Pollution
Humain
Environnement
Economique

In a fine chemical plant, a toluene leak in a solvent reception tank (300 litres)connecting a dryer (3 000 litres) caught fire while the facility was being cleaned with toluene. The solvent (whose temperature was close to room temperature) present in the reception tank and pipes (including the liquid seal) leaked from the cover joint and caught fire. The ensuing flash opened the doors of the premises. The internal contingency plan was triggered. A dozen employees who sustained light burns were evacuated. The person who suffered the most injuries (3 days stoppage of work) was closest to the reception tank at the time of the incident. The accident took place during the first production cycle. The drain pump of a tank failed to start following an electrical defect in a terminal board (poorly secured lug). This led to the excessive filling of the tank that gave in to the hydrostatic pressure (cover not airtight). The unit was newly installed and had several faults in the design: reception tank without retention unit and undersized compared to the centrifuge volume which meant that the pump had to be started several times, non-redundant level alarm, plastic making up the tanks and pipes not adapted to the dielectric properties of toluene, tank made of fragile plastic material, poorly secured cover, etc.
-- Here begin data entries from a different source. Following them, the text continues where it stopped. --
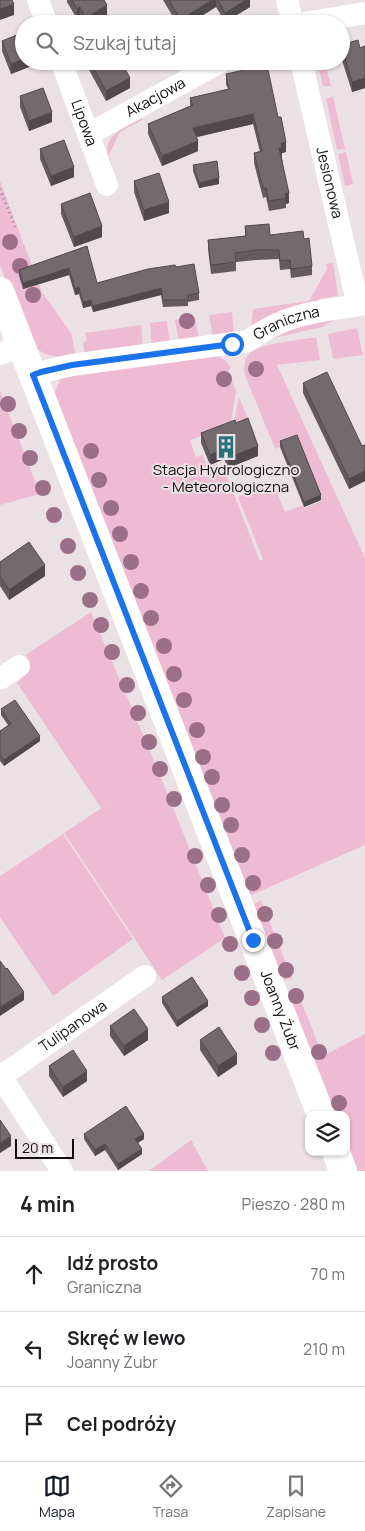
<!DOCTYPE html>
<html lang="pl">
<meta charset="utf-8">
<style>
body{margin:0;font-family:Manrope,sans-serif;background:#f6f6f6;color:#202124}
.controls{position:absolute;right:15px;bottom:15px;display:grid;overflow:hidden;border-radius:10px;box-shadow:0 1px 4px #0004}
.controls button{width:45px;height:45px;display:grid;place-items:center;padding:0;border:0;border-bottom:1px solid #e0e0e0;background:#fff;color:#202124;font:25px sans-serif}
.scale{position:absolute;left:15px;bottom:12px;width:59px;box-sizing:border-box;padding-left:5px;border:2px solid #110e0f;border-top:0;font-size:14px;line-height:18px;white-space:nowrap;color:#110e0f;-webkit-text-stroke:4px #ebe1e5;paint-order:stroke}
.stop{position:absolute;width:15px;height:15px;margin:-11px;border:4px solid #1a73e8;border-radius:50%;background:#fff}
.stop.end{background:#1a73e8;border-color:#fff;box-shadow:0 1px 5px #0008}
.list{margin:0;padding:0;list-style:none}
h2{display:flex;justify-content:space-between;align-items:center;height:65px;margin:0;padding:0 20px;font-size:21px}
h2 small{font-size:16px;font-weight:400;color:#757577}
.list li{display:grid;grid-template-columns:32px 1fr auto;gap:15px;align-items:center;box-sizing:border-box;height:75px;padding:0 20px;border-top:1px solid #e0e0e0}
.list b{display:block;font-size:19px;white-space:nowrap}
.list p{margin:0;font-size:16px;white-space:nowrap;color:#757577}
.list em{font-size:16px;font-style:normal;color:#757577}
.icon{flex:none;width:28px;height:28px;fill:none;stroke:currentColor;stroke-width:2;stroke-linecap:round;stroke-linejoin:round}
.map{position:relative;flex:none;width:365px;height:1171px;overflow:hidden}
.search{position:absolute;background:#fff;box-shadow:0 1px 4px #0004;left:15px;right:15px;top:15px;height:55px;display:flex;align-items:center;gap:12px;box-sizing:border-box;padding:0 18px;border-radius:28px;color:#757577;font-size:19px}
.sheet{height:290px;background:#fff}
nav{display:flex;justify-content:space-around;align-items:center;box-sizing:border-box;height:70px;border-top:1px solid #e0e0e0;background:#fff;font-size:14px;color:#757577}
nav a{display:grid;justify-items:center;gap:2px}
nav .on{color:#111827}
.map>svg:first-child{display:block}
.green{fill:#eebcd2}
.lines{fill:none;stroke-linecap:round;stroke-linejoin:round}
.path{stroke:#958e91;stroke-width:3;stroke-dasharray:1 4;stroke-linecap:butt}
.street{stroke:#fff;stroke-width:22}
.secondary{stroke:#fff;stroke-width:28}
.tree{fill:#9c6f88}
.wall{fill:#635b5f}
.shaded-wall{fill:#504a4d}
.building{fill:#736a6e;stroke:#504a4d}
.route{stroke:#1a73e8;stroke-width:6}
.labels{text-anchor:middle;stroke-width:4;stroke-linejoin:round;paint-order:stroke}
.street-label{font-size:15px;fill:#110e0f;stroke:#ebe1e5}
.poi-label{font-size:15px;fill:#110e0f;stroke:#ebe1e5}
</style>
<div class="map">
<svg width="365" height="1171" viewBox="0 0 365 1171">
<rect width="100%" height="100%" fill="#ebe1e5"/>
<!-- green -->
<path class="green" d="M325,62L331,86H323L317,63Z
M333,96L345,149L337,150L326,99Z
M142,118V120L120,132L109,155L115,173C113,167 109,160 108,154C103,134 128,126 142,118Z
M346,152L353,184L345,186L338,154Z
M0,181L42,292L71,333L76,356C55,358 45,358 30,342L0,266Z
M333,263L338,296L319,299V305L251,330L253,309L309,301L327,269L326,264Z
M232,312L234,334L213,338L209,315Z
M195,317L199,340L179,343L175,320Z
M336,319L322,327L261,341L271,333Z
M167,321L170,344L152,347L150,323Z
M141,325L143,348L85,355L83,344L87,340L85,333Z
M357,328L363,355L333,359L328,334Z
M316,337L320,360L277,365L365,558V845L252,895H249L54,394L61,377L216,355L225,360L231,367L228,372L236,391L230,428L213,432L190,440L196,457L203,455L207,467L202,469L205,477L213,474L210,466L218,464L221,472H224L226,474L260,561L263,559L238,497L273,483L285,512L303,505L304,508L322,501L298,439L275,449L245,375C242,365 246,352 257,348C272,343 299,340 316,337Z
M0,391L40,494L0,505Z
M239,397L249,421L233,427Z
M91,612L158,770L225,938L162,980L64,833L154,773L101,808L17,683L22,678L27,654Z
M63,834L133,939L53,996L0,917V876Z
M261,900L292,978L283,981L253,905Z
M296,988L323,1056L365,1034V1171H354L346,1151V1129L350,1127L346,1115H332L287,992Z
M191,1140L208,1171H149Z"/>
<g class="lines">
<!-- path -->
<path class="path" d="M0,189L16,229"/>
<!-- street -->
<g class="street">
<path d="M38,0L47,24"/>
<path d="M287,0L293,24"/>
<path d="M298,24L365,13"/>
<path id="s1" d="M61,61L107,185"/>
<path id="s2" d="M301,61L358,305"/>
<path id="s3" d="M89,134L222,61"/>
<path d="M0,354L21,346"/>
<path id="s4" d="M33,375L41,372L72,365L248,341C289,312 318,312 365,304"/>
<path d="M0,679L19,666"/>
<path d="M0,1075L62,1171"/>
<path id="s5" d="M0,1077L145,976"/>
</g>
<!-- secondary -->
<g class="secondary">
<path id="s6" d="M0,291L321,1115"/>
<path d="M336,1152L343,1171"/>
</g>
</g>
<!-- trees -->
<g class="tree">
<circle cx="10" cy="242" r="8"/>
<circle cx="20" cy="266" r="8"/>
<circle cx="33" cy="295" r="8"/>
<circle cx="187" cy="321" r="8"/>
<circle cx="256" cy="369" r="8"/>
<circle cx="224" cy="379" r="8"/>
<circle cx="8" cy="404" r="8"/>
<circle cx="19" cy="431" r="8"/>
<circle cx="91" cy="451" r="8"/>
<circle cx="30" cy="458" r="8"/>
<circle cx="99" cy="480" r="8"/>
<circle cx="43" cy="488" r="8"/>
<circle cx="111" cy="508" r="8"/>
<circle cx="54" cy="515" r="8"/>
<circle cx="120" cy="534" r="8"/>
<circle cx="68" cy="546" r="8"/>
<circle cx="131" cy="562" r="8"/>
<circle cx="78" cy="573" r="8"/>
<circle cx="141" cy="591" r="8"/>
<circle cx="90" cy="600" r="8"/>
<circle cx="151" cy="618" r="8"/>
<circle cx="101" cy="625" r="8"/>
<circle cx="164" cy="646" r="8"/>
<circle cx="112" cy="652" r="8"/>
<circle cx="174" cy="674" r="8"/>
<circle cx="127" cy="685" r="8"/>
<circle cx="184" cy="700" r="8"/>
<circle cx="138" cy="713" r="8"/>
<circle cx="197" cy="730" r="8"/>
<circle cx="149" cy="742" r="8"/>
<circle cx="203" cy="757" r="8"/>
<circle cx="160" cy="769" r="8"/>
<circle cx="212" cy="777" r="8"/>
<circle cx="174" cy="799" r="8"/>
<circle cx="222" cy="805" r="8"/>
<circle cx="231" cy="825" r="8"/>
<circle cx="242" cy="855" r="8"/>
<circle cx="195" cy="856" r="8"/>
<circle cx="253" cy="883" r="8"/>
<circle cx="208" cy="885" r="8"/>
<circle cx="265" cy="914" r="8"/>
<circle cx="219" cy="915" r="8"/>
<circle cx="275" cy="941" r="8"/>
<circle cx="230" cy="944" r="8"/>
<circle cx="286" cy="970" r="8"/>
<circle cx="242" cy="973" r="8"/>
<circle cx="296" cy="996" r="8"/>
<circle cx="252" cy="998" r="8"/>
<circle cx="262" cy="1025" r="8"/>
<circle cx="319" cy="1052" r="8"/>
<circle cx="273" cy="1053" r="8"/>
<circle cx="339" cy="1103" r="8"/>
</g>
<!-- wall -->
<path class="wall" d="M67,0H104L107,15L93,24H84L80,17L77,19L67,2Z
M163,0H250V7L225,22L216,7L192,22H176Z
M2,41L34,61V65L11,74L2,51Z
M341,45L360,48L365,46V88L352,92L341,57Z
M89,61H121L130,88L106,101L89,70Z
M226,74L286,152L282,153V158L289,203L286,204V208L269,211L266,197L263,198L254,163V153L260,152L253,124L196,137L198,151L162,166L148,134V124L190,106V98L228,89L226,84Z
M20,96L52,122L29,131L20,107Z
M40,149L74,177L51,186L40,159Z
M193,165L219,184L199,188L193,171Z
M134,181L169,213L144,221L134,192Z
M61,204L102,237L74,247L61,214Z
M245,226L270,235L304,239L312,266V275L291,278L290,269L280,270L279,259L256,260L236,262V271L211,274L208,249V240L245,236Z
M87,246L97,283L176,267L199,293V300L188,302V306L163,307L161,295L93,312L91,306L83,308L79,294L75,295L69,275L23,289L19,276V270Z
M303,383L362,446L365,445V481L349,489L303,393Z
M236,423L258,456L228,468L224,459L210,465L201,443V433Z
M280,441L321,500L304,507L280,447Z
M0,562L45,576L9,600L0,586Z
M1,709L40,741L4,766L0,761V731L8,725L1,715Z
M162,997L208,1006L177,1027L162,1003Z
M110,1026L148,1040L124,1056L110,1036Z
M200,1040L237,1064L218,1077L200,1050Z
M49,1066L87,1081L63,1097L49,1076Z
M84,1134L144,1139L138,1143L142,1154L118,1170L105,1150L95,1156L84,1139Z"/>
<!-- shaded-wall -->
<path class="shaded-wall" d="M212,0H216V7L188,24V15Z
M246,0H250V7L225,22V13Z
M14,4V15L0,20V9Z
M107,5V15L93,24H86V18Z
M80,7V17L77,19V9Z
M24,59V61H34V65L11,74V64Z
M130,78V88L106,101V91Z
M365,78V88L352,92V82Z
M52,112V122L29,131V121Z
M253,114V124L193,138V128Z
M198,141V151L162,166V156Z
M286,142V152L282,153V158L279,148L281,143Z
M74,167V177L51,186V176Z
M219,178V184L199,188V183Z
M289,193V203L286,204L285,194Z
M169,202V213L144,221V210Z
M102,226V237L74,247V237Z
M69,268V275L23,289V283Z
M79,287V294L75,295V289Z
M161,288V295L93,312V306Z
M91,300V306L83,308V302Z
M258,446V456L228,468V458Z
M224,449V459L210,465V455Z
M365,471V481L349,489V479Z
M321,495V500L304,507V502Z
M45,565V576L9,600V590Z
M40,736V741L4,766V760Z
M24,992V1000L0,1016V1007Z
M208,1001V1006L177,1027V1021Z
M148,1029V1040L124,1056V1046Z
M237,1054V1064L218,1077V1066Z
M87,1071V1081L63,1097V1087Z
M144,1134V1139L135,1144V1139Z
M11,1136V1146L0,1153V1143Z
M105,1144V1150L95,1156V1150Z
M142,1149V1154L118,1170V1164Z"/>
<!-- building -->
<path class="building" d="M0,0H12L14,4L0,9Z
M72,0H104L107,5L86,18L80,7L77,9Z
M169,0H212L188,15L193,24H172L180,19Z
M218,0H246L225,13Z
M122,16L126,24H107Z
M24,32V59L11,64L2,41Z
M358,40L360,48L365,46V78L352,82L341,45Z
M90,61H121L130,78L106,91Z
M267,65L278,117H281L286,142L281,143L282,148H279L289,193L285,194L286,198L269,201L266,188H263L254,153L262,151L253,114L193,128L198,141L162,156L148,124L193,105L190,98L229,89L226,74Z
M43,88L52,112L29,121L20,96Z
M64,140L74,167L51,176L40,149Z
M217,161L219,178L199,183L193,165Z
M159,173L169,202L144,210L134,181Z
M90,193L102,226L74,237L61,204Z
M269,224L270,235L303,231L304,239L309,238L312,266L291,269L290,260L280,261L279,250H256L235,253L236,262L211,265L208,240L246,236L245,226Z
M87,246L97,283L148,269L175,265L176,267L194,264L199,293L188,295V300H163L161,288L93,306L91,300L83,302L79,287L75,289L69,268L23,283L19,270Z
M327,372L362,446L365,445V471L349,479L303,383Z
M248,418L258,446L228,458L224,449L210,455L201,433L235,420L236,423Z
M297,435L321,495L304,502L280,441Z
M29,542L45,565L9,590L0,576V562Z
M15,700L40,736L4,760L0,755V731L11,724L1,709Z
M0,961L6,969L7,968L24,992L0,1007Z
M192,977L208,1001L177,1021L162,997Z
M134,1009L148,1029L124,1046L110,1026Z
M219,1027L237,1054L218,1066L200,1040Z
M73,1050L87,1071L63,1087L49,1066Z
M126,1106L144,1134L135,1139L142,1149L118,1164L105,1144L95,1150L84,1134Z
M0,1120L11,1136L0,1143Z"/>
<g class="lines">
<!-- route -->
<path class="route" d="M232,344L72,365L41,372L33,375L253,940"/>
</g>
<!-- icons -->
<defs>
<symbol id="building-bare" viewBox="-9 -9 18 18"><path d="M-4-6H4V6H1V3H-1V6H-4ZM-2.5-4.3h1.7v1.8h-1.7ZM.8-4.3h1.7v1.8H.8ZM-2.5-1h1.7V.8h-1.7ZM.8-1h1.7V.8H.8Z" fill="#287377" stroke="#ebe1e5" stroke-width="2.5" paint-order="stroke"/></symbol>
</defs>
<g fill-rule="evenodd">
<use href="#building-bare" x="210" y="431" width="32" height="32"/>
</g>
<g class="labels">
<!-- street labels -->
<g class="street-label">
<text dy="5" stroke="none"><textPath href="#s3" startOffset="76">Akacjowa</textPath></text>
<text dy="5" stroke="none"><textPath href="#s1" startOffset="66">Lipowa</textPath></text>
<text dy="5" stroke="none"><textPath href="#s2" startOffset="125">Jesionowa</textPath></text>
<text dy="5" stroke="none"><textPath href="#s4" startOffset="261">Graniczna</textPath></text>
<text dy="5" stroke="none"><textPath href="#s6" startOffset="772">Joanny Żubr</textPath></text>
<text dy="5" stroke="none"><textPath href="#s5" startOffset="89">Tulipanowa</textPath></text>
</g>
<!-- poi labels -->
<g class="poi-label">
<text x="226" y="475">Stacja Hydrologiczno<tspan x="226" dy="17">- Meteorologiczna</tspan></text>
</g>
</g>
</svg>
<div class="controls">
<button><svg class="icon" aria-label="layers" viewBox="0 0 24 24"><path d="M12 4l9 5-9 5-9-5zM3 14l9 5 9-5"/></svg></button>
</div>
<div class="scale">20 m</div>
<div class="stop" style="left:232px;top:344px"></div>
<div class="stop end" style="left:253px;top:940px"></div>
<div class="search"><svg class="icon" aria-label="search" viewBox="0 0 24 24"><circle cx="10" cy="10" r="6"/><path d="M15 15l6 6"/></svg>Szukaj tutaj</div>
</div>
<section class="sheet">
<h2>4 min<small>Pieszo · 280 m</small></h2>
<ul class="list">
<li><svg class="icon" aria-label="ahead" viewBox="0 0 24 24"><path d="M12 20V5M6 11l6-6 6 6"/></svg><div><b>Idź prosto</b><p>Graniczna</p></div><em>70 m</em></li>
<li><svg class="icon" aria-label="left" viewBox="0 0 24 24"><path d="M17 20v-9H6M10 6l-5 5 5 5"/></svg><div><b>Skręć w lewo</b><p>Joanny Żubr</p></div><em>210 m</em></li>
<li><svg class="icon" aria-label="arrive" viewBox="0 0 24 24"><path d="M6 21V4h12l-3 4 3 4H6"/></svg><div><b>Cel podróży</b></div></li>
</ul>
</section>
<nav>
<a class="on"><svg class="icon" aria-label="map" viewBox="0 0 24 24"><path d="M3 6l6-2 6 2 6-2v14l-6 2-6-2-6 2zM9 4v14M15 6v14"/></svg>Mapa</a>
<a><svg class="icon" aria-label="directions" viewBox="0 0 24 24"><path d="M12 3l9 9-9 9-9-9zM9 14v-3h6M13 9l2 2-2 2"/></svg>Trasa</a>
<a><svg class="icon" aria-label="saved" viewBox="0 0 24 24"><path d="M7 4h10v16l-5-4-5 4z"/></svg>Zapisane</a>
</nav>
During a visit, the inspection authorities of classified facilities observed anomalies in the pipe of the installation: Time / operation log book pre-filled by operator until 10.00 am where as the accident took place at 8.00 am, only seven bolts to secure the cover of the reception tank instead of eight, the eighth bolt was replaced with a clamp; only four bolts were mentioned in the original plans. Various measures were taken: some portions of the pipes were changed, dryer’s drain cones maintained under pressure and instrumented, explosive atmosphere detection improved of, overflowing during automatic delivery of solvents prevented via the tank storage area, safety mobile valve on the reactor power supply bypassed. The accident is illustrative of organisational errors and design faults.